Please critique: web interaction script

Started by gregben, March 22, 2005, 01:47:40 AM

Previous topic - Next topic

gregben

I'm trying to write a program in Newlisp that

runs under Sun Solaris and:



1) Makes a list of md5 signatures of all files in /usr/bin.

2) Sends sections "chunks" of the signature list to a

    special web page operated by Sun Microsystems for

    checking against a database of known-good signatures.

3) Search the results returned by Sun for suspect file

    names, that is, those with signatures that weren't found

    in the database.



In the past I'd have written such a program in sh/bash or

perl. Here's what I've done so far using Newlisp. I'm looking

to clean the code up to improve efficiency and legibility.







#!/usr/bin/newlisp
#
# md5check
#
# Look for files in /usr/bin on the local machine that
# have md5 signatures that don't match those stored in
# the Sun Fingerprint database.
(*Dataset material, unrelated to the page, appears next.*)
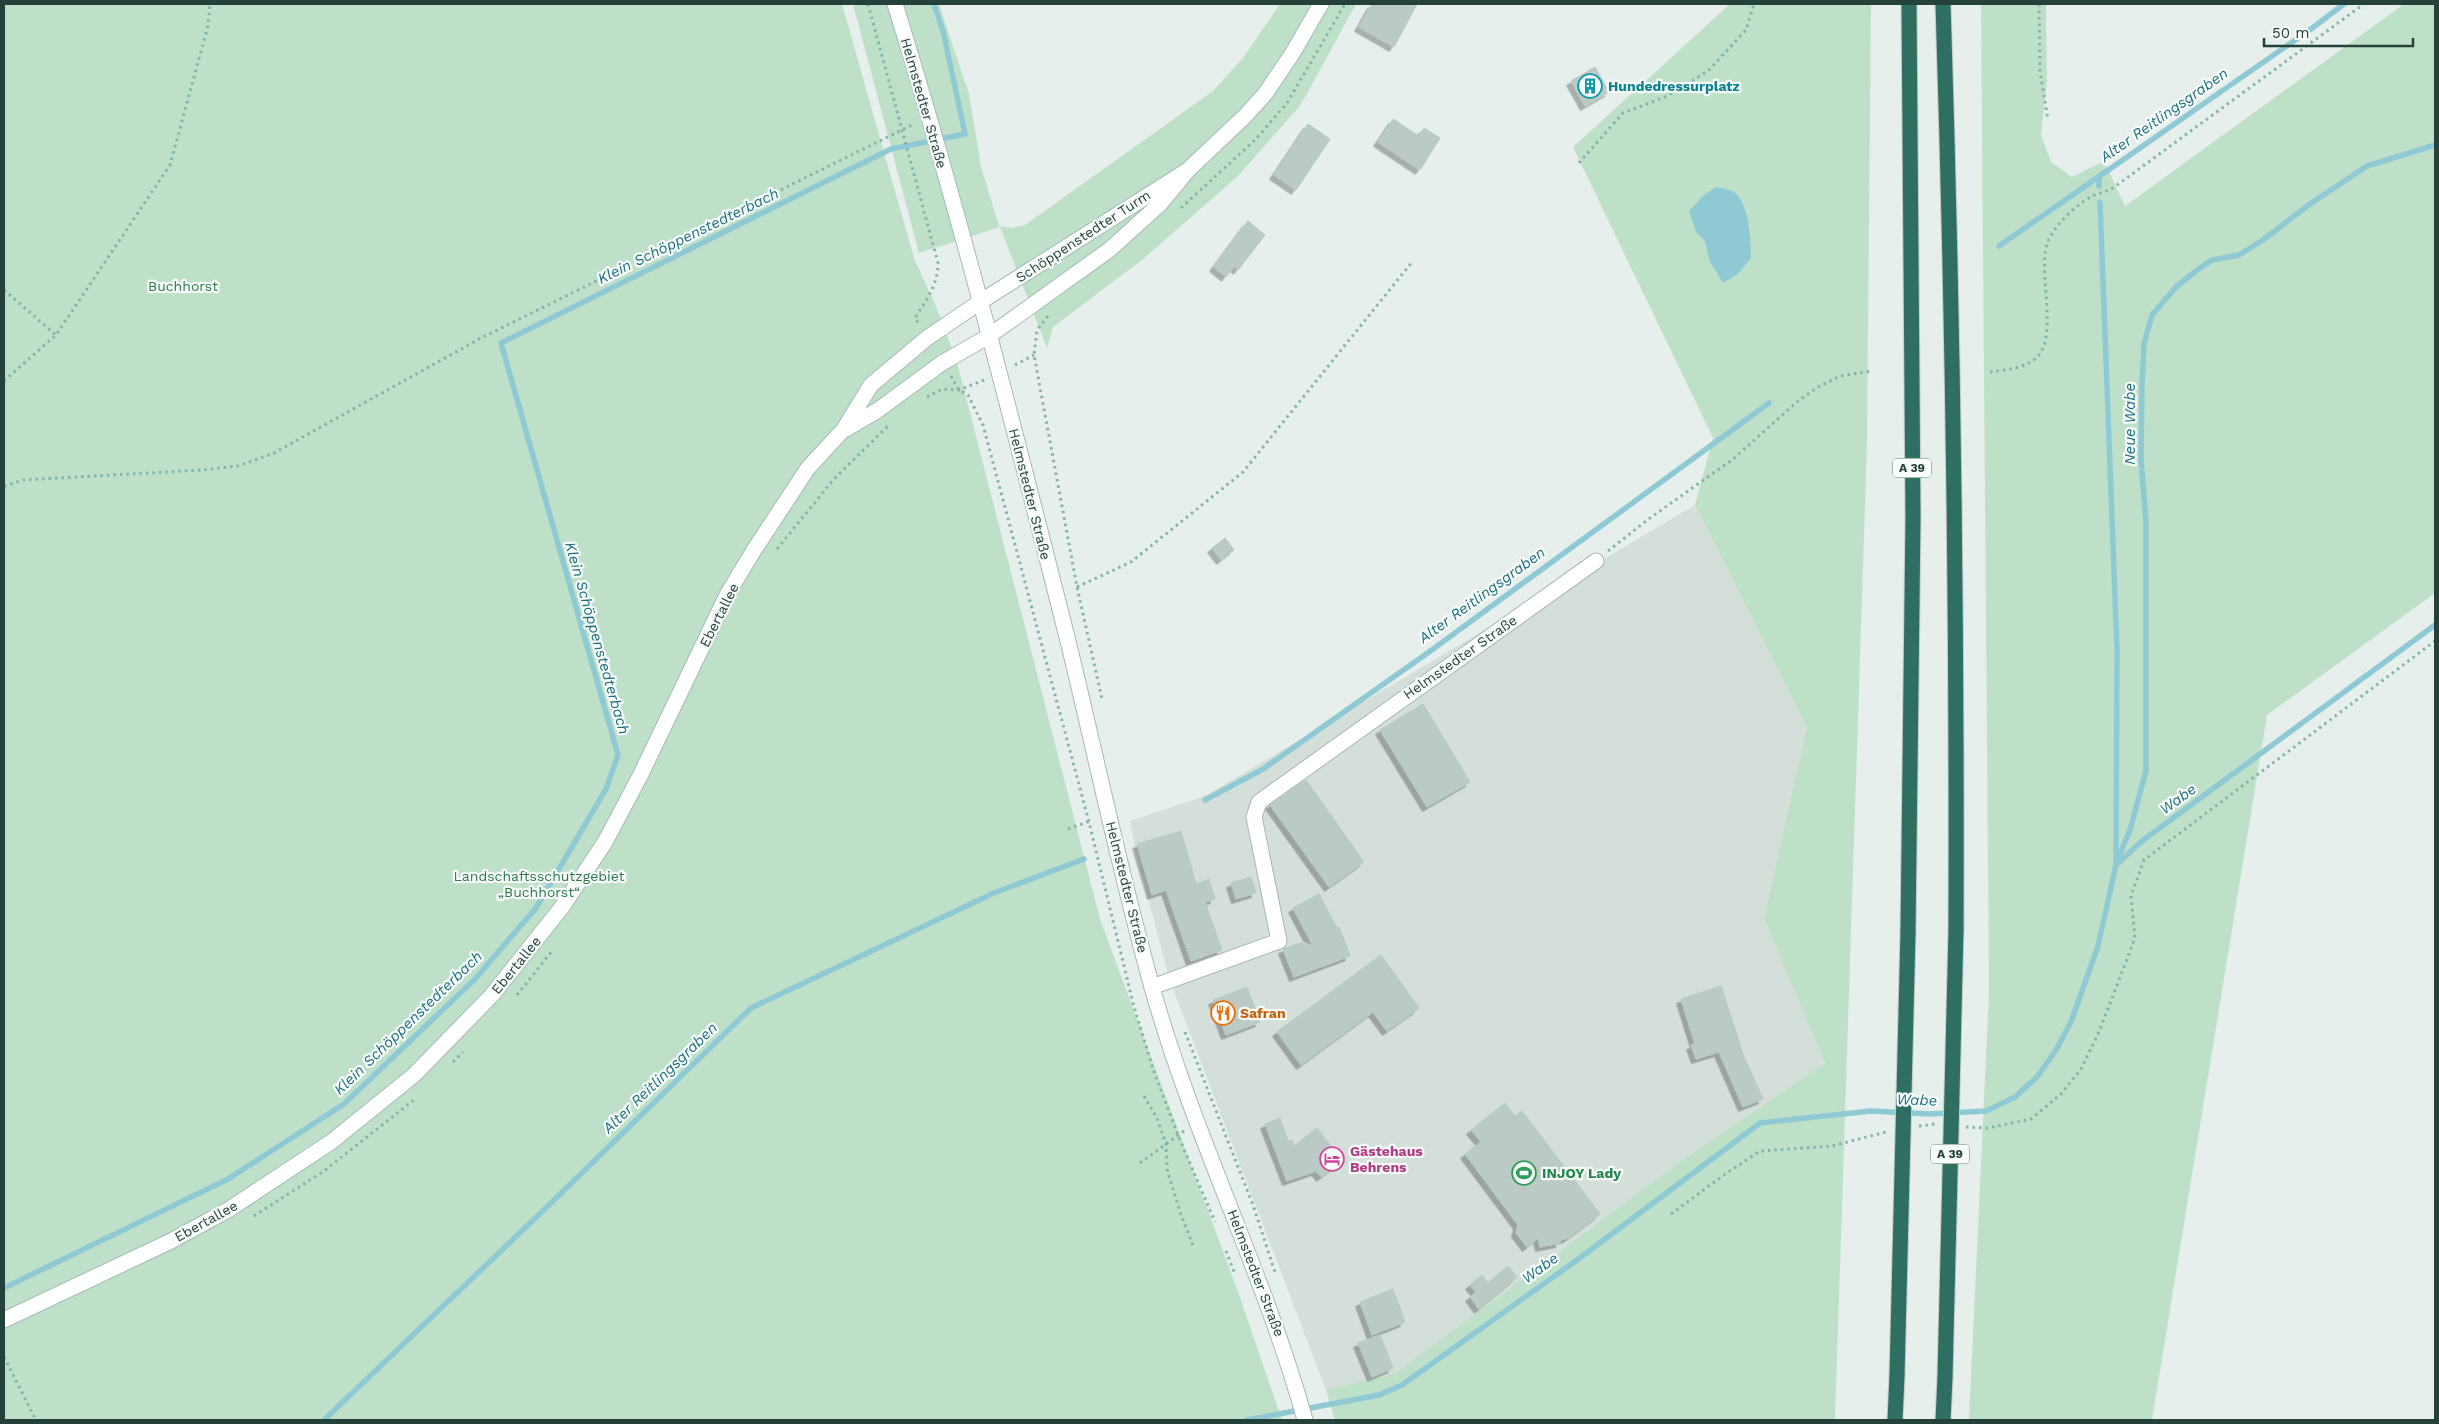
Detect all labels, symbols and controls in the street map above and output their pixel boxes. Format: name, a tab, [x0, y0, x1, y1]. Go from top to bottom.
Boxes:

This could indicate the
# file is a maliciously installed replacement for the
# genuine file supplied by Sun.

# The maximum number of md5 signatures passed to the
# Sun Fingerprint web page at one time. This is due to
# a restriction imposed by Sun on the number of lookups
# that can be done at once.

(constant 'md5s_at_once 100)

# The Sun fingerprint database URL.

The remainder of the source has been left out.